ロザンナはアルベルトといると、まるで友人と話しているような気持ちになる。
そして、彼からは婚約者候補というよりも仲間みたいな扱いをされている気持ちに時々なるため、相手にとってもそんなところだろうと予想する。
しかし、その様子を後ろから眺めていたトゥーリには仲睦まじく見えていたようで、アルベルトとの間にある事情を詳しく説明できない以上、誤解を解くのは難しい。
「髪飾りのお礼は何がよろしいでしょうね」とうっとりと頬を高揚させているトゥーリに、ロザンナはお手上げだと軽く肩を竦め、窓の向こうへと目を向ける。
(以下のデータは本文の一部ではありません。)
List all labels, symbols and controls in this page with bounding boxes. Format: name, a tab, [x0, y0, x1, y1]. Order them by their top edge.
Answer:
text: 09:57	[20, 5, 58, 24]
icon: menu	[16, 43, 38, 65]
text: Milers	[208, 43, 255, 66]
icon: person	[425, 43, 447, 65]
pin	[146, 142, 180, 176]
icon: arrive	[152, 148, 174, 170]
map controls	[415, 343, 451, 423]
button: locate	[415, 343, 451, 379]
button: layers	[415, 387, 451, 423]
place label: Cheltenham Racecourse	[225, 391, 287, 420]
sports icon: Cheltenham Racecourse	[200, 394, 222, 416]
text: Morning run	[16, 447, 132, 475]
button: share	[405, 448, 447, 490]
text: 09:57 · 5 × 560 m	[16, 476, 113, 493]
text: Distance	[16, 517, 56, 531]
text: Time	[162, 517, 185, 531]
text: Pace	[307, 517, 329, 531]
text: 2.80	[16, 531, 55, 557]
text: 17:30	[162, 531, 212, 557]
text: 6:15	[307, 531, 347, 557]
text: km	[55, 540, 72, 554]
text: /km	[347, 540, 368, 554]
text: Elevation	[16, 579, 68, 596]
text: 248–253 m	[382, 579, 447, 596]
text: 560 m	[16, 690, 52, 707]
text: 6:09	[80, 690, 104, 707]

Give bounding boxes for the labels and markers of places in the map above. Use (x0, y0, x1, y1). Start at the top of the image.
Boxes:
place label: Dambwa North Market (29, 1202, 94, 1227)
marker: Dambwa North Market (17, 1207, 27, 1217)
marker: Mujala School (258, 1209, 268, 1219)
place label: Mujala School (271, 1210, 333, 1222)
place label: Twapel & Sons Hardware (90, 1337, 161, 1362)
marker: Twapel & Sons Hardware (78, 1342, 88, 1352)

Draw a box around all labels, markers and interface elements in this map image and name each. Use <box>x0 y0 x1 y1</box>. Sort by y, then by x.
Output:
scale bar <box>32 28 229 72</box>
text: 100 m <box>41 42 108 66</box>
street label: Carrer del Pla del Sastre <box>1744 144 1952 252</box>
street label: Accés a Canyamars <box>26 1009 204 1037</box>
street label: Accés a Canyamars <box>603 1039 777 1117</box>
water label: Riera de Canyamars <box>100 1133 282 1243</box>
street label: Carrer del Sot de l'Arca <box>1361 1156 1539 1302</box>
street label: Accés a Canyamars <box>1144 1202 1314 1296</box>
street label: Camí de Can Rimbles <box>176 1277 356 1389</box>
視界を掠めた診療所の看板と、入り口側の花壇に向かってしゃがみ込んでいる後ろ姿にハッとし、「止めて!」と御者へと大きく声をかけた。
声に反応し馬車が停止すると同時にトゥーリが夢から覚めたかのように「お嬢様?」と怪訝な顔になる。
「お返しは本がいいわ。アルベルト様は読書家ですもの。絶対に喜ぶわ」
診療所の隣に本屋があるのを横目で確認しながらなんとか言葉を並べつつ、ロザンナはそそくさと戸を開けて馬車を降りた。